The compositions of the present invention can also optionally comprise one or more further constituents which are directed to improving the aesthetic or functional features of the inventive compositions. Such conventional additives known to the art include but not expressly enumerated here may also be included in the compositions according to the invention. By way of non-limiting example without limitation these may include: chelating agents, coloring agents, light stabilizers, fragrances, thickening agents, hydrotropes, pH adjusting agents, pH buffers as well as one or more detersive surfactants as noted previously. Many of these materials are known to the art, per se, and are described in McCutcheon's Detergents and Emulsifiers, North American Edition, 1998; Kirk-Othmer, Encyclopedia of Chemical Technology, 4th Ed., Vol. 23, pp. 478-541 (1997. Such optional, i.e., non-essential constituents should be selected so to have little or no detrimental effect upon the desirable characteristics of the present invention. When present, the one or more optional constituents present in the inventive compositions do not exceed about 10% wt., preferably do not exceed 8% wt., and most preferably do not exceed 5% wt.
Advantageously included constituents are one or more coloring agents which find use in modifying the appearance of the compositions and enhance their appearance from the perspective of a consumer or other end user. Known coloring agents, such as dyestuffs may be incorporated in the compositions in effective amounts.
The compositions of the invention optionally but desirably include a fragrance constituent.
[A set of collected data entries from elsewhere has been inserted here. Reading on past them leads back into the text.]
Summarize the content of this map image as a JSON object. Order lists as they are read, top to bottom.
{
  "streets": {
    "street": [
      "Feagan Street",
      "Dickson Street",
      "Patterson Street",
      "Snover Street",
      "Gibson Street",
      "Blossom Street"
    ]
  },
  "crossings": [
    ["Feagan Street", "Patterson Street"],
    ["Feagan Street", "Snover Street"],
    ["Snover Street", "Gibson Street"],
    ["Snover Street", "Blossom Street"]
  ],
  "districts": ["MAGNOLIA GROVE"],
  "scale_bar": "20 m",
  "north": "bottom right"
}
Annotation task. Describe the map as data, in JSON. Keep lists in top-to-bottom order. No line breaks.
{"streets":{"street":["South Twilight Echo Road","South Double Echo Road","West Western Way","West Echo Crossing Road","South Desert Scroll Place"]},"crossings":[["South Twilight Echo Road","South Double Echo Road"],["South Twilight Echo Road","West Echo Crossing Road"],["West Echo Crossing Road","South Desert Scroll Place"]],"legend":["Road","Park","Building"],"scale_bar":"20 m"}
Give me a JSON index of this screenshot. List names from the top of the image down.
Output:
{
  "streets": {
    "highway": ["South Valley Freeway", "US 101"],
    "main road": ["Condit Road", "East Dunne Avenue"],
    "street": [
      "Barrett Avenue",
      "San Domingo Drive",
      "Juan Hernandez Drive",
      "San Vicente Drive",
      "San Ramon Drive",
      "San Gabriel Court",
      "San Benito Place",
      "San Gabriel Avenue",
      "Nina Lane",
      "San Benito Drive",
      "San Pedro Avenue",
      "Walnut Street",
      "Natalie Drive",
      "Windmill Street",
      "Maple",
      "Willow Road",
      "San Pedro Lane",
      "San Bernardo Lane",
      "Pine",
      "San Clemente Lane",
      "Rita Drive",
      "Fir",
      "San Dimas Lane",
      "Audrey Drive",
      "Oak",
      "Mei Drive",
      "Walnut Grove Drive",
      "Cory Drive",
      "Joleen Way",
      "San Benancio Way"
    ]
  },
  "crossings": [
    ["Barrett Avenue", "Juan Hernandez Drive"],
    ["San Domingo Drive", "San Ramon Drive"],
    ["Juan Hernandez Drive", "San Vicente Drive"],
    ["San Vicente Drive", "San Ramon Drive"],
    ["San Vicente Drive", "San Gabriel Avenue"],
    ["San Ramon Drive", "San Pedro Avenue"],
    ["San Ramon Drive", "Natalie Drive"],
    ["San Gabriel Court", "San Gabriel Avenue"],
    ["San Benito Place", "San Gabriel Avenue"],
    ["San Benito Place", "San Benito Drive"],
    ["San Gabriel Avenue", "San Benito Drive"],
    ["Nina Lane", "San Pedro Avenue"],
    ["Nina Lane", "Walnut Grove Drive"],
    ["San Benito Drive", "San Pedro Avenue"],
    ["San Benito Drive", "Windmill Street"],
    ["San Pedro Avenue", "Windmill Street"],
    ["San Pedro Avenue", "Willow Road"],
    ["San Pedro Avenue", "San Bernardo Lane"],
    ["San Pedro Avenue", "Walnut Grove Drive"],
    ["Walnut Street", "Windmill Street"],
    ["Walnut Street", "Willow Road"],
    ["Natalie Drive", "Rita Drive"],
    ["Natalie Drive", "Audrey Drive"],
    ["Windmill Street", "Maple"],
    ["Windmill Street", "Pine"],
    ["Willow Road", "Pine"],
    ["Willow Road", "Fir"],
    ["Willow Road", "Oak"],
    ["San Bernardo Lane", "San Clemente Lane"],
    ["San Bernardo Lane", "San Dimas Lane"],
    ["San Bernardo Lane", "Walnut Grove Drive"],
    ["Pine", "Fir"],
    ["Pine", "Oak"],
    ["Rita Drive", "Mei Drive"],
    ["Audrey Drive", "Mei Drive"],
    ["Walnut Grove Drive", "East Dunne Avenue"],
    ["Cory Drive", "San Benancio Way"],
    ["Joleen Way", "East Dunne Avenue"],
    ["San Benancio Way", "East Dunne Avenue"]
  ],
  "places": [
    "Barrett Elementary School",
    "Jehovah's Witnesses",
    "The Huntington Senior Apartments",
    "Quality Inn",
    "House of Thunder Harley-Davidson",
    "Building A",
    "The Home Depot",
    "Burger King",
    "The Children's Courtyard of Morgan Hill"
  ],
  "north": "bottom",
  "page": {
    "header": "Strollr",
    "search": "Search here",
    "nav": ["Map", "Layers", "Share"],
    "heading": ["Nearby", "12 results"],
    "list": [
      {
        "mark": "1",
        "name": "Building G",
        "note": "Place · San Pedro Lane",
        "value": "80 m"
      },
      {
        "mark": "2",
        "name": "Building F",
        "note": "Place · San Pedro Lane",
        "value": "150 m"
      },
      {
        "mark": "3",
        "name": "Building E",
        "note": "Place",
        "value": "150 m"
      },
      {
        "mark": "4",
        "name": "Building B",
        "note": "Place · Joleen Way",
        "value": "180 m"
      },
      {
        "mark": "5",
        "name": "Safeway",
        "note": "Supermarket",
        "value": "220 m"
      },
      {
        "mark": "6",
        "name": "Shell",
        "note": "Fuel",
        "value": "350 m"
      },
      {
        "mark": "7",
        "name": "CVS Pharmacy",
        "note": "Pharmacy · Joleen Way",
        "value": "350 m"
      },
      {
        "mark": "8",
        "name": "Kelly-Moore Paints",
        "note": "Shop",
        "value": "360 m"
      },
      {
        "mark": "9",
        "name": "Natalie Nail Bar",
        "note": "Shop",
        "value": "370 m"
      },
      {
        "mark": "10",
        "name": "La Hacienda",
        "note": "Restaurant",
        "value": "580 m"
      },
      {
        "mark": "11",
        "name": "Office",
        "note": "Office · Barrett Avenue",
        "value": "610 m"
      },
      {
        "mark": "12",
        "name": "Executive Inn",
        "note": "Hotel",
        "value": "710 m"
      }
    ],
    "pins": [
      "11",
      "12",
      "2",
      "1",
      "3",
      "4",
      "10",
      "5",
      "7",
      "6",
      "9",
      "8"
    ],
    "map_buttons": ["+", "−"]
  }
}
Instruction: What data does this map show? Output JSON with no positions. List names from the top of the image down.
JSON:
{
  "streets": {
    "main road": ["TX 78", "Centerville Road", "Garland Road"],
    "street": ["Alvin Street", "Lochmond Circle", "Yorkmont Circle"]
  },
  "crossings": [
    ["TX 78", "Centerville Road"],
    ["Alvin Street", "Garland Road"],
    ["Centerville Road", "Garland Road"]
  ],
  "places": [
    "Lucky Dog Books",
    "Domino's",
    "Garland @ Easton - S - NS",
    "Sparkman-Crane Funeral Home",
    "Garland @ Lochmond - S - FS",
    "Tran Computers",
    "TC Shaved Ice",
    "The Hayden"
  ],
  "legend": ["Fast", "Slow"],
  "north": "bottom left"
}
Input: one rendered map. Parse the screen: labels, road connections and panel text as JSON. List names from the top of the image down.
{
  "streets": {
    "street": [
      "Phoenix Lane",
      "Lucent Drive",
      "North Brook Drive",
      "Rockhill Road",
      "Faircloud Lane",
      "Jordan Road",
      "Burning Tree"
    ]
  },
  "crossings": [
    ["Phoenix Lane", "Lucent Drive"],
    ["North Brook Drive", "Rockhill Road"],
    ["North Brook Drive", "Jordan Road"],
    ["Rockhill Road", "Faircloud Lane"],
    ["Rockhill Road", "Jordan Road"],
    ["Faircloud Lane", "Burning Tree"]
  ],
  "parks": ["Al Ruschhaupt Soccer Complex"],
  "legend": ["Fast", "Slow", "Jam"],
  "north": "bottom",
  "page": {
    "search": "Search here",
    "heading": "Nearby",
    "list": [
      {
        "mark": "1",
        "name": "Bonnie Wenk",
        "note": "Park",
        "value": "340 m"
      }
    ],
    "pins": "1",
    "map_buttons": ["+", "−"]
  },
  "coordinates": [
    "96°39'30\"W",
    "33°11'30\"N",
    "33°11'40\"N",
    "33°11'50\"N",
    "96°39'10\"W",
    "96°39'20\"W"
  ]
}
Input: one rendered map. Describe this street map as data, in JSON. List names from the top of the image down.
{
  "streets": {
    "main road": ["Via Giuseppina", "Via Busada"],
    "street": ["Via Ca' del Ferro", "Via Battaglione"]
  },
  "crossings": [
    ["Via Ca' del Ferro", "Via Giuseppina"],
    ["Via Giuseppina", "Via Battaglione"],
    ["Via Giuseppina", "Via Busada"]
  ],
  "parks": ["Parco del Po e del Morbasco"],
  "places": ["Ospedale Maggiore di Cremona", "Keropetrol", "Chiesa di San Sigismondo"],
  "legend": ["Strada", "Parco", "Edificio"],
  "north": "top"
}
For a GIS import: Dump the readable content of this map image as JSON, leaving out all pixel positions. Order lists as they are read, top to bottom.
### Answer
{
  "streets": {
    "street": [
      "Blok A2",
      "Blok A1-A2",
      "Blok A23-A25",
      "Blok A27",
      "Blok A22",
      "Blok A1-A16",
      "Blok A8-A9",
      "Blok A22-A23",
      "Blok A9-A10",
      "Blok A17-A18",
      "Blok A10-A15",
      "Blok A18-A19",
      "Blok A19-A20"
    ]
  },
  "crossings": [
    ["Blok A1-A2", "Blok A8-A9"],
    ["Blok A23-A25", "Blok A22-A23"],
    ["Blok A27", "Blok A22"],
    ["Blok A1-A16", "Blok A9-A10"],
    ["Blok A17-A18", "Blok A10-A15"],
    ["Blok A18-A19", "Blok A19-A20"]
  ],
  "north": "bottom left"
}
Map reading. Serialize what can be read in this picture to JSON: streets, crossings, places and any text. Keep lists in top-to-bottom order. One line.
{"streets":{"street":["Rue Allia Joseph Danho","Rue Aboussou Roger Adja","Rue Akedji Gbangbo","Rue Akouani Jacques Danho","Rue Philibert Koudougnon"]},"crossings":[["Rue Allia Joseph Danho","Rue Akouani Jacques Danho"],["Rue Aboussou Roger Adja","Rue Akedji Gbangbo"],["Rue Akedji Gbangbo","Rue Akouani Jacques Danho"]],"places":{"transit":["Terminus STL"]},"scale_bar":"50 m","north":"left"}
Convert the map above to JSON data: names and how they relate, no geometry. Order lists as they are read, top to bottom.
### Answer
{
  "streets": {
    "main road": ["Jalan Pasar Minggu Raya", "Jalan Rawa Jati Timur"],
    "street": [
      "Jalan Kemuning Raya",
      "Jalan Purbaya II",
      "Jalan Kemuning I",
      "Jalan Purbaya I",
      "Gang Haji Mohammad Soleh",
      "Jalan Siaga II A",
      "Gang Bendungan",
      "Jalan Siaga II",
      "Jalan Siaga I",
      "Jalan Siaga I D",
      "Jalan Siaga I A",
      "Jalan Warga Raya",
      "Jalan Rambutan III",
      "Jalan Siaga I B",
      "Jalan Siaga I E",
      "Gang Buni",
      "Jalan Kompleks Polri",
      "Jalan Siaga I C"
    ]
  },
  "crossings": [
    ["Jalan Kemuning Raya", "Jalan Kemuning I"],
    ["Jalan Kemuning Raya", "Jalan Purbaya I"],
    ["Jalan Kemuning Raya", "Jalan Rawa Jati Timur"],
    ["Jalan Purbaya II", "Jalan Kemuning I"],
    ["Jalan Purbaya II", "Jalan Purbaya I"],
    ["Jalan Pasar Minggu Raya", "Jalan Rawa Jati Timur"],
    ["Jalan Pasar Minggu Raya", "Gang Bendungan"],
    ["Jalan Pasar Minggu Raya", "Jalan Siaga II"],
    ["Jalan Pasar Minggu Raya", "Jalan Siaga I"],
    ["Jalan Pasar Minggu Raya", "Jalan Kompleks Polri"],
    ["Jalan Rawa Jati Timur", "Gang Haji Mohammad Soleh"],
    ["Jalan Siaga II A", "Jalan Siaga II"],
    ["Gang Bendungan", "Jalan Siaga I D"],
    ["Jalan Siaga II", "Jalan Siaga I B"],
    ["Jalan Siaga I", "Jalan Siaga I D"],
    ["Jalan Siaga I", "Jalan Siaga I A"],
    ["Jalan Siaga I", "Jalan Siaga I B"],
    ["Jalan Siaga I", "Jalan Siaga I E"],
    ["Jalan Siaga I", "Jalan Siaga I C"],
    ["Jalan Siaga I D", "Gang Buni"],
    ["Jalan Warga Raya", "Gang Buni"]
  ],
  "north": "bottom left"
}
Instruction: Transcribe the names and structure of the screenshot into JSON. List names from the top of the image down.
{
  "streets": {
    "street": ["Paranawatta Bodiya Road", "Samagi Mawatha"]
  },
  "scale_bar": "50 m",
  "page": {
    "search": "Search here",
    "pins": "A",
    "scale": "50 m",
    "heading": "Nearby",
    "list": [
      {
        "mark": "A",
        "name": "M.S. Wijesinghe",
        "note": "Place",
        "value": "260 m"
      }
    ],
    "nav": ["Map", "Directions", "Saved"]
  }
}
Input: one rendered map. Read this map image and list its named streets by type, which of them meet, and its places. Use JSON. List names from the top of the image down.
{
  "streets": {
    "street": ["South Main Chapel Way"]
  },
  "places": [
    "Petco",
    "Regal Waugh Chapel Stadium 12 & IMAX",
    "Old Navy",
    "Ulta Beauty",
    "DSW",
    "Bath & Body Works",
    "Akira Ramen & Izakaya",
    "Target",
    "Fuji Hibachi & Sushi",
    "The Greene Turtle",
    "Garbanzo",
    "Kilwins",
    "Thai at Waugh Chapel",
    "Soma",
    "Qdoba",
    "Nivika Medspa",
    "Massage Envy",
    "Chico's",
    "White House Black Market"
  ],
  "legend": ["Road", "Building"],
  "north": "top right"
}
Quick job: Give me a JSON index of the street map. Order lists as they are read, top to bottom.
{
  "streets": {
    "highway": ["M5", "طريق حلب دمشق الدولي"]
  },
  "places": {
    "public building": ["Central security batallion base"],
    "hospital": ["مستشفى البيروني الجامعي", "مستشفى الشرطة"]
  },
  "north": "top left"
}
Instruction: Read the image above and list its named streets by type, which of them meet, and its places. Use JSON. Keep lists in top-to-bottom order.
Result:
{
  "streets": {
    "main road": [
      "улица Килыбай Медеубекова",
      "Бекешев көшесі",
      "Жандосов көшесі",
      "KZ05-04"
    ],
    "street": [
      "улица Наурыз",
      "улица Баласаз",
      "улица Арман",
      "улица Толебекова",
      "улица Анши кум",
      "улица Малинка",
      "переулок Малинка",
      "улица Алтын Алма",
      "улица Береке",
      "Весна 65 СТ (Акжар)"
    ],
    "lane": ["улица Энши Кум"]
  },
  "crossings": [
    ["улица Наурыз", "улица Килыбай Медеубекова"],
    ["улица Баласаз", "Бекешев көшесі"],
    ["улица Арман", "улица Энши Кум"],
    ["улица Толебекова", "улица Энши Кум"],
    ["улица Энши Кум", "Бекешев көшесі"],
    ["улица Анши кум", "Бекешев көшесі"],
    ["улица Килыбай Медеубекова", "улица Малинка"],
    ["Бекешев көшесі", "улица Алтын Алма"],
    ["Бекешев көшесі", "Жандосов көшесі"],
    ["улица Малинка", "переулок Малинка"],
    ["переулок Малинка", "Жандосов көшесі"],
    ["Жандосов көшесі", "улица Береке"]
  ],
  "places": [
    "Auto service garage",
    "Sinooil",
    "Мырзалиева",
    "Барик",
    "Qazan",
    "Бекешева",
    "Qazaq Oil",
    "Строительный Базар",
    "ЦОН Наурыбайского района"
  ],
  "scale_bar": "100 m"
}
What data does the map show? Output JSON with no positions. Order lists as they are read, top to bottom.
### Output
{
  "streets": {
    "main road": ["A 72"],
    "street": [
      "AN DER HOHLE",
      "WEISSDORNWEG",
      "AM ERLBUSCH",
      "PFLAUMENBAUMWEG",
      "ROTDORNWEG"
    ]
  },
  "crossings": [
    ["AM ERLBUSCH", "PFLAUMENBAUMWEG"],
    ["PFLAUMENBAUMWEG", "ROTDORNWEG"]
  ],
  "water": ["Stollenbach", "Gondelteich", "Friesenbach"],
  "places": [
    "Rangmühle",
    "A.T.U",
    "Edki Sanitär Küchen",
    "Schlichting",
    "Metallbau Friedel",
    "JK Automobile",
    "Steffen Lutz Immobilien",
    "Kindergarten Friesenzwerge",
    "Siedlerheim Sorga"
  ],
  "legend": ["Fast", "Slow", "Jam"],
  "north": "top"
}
Fragrance raw materials may be divided into three main groups: (1) the essential oils and products isolated from these oils; (2) products of animal origin; and (3) synthetic chemicals.
The essential oils consist of complex mixtures of volatile liquid and solid chemicals found in various parts of plants. Mention may be made of oils found in flowers, e.g., jasmine, rose, mimosa, and orange blossom; flowers and leaves, e.g., lavender and rosemary; leaves and stems, e.g., geranium, patchouli, and petitgrain; barks, e.g., cinnamon; woods, e.g., sandalwood and rosewood; roots, e.g., angelica; rhizomes, e.g., ginger; fruits, e.g., orange, lemon, and bergamot; seeds, e.g., aniseed and nutmeg; and resinous exudations, e.g., myrrh. These essential oils consist of a complex mixture of chemicals, the major portion thereof being terpenes, including hydrocarbons of the formula (C5H8)n and their oxygenated derivatives. Hydrocarbons such as these give rise to a large number of oxygenated derivatives, e.g., alcohols and their esters, aldehydes and ketones. Some of the more important of these are geraniol, citronellol and terpineol, citral and citronellal, and camphor. Other constituents include aliphatic aldehydes and also aromatic compounds including phenols such as eugenol. In some instances, specific compounds may be isolated from the essential oils, usually by distillation in a commercially pure state, for example, geraniol and citronellal from citronella oil; citral from lemon-grass oil; eugenol from clove oil; linalool from rosewood oil; and safrole from sassafras oil. The natural isolates may also be chemically modified as in the case of citronellal to hydroxy citronellal, citral to ionone, eugenol to vanillin, linalool to linalyl acetate, and safrol to heliotropin.
Animal products used in perfumes include musk, ambergris, civet and castoreum, and are generally provided as alcoholic tinctures.
The synthetic chemicals include not only the synthetically made, also naturally occurring isolates mentioned above, but also include their derivatives and compounds unknown in nature, e.g., isoamylsalicylate, amylcinnamic aldehyde, cyclamen aldehyde, heliotropin, ionone, phenylethyl alcohol, terpineol, undecalactone, and gamma nonyl lactone.
Fragrance compositions as received from a supplier may be provided as an aqueous or organically solvated composition, and may include as a hydrotrope or emulsifier a surface-active agent, typically a surfactant, in minor amount. Such fragrance compositions are quite usually proprietary blends of many different specific fragrance compounds. However, one of ordinary skill in the art, by routine experimentation, may easily determine whether such a proprietary fragrance composition is compatible in the compositions of the present invention.
When the compositions of the invention are provided within a pressurized container, the addition of corrosion inhibitors are contemplated as being of use. Exemplary useful corrosion inhibitors include alkanolamine compounds such as mono- and triethanolamine, ammonium hydroxide, sodium molybdate and sodium benzoate, borates, carbonates and polycarbonates including bicarbonates, silicates, as well as other corrosion inhibitors well known to those of ordinary skill in the art. The corrosion inhibitor, when needed, is generally present in an amount of from about 0.01 to about 0.50 weight percent of the composition, preferably from about 0.05 to about 0.10 weight percent. Of course it is to be understood that if compositions of the present invention are prepared as non-aerosol compositions such corrosions inhibitors will not be necessary.
According to certain preferred aspects, the compositions according to the invention are desirably provided as a ready to use product which may be directly applied to a hard surface. The compositions may be provided in a non-pressurized container, or may be provided in a pressurized container, e.g., in an aerosol container or aerosol package.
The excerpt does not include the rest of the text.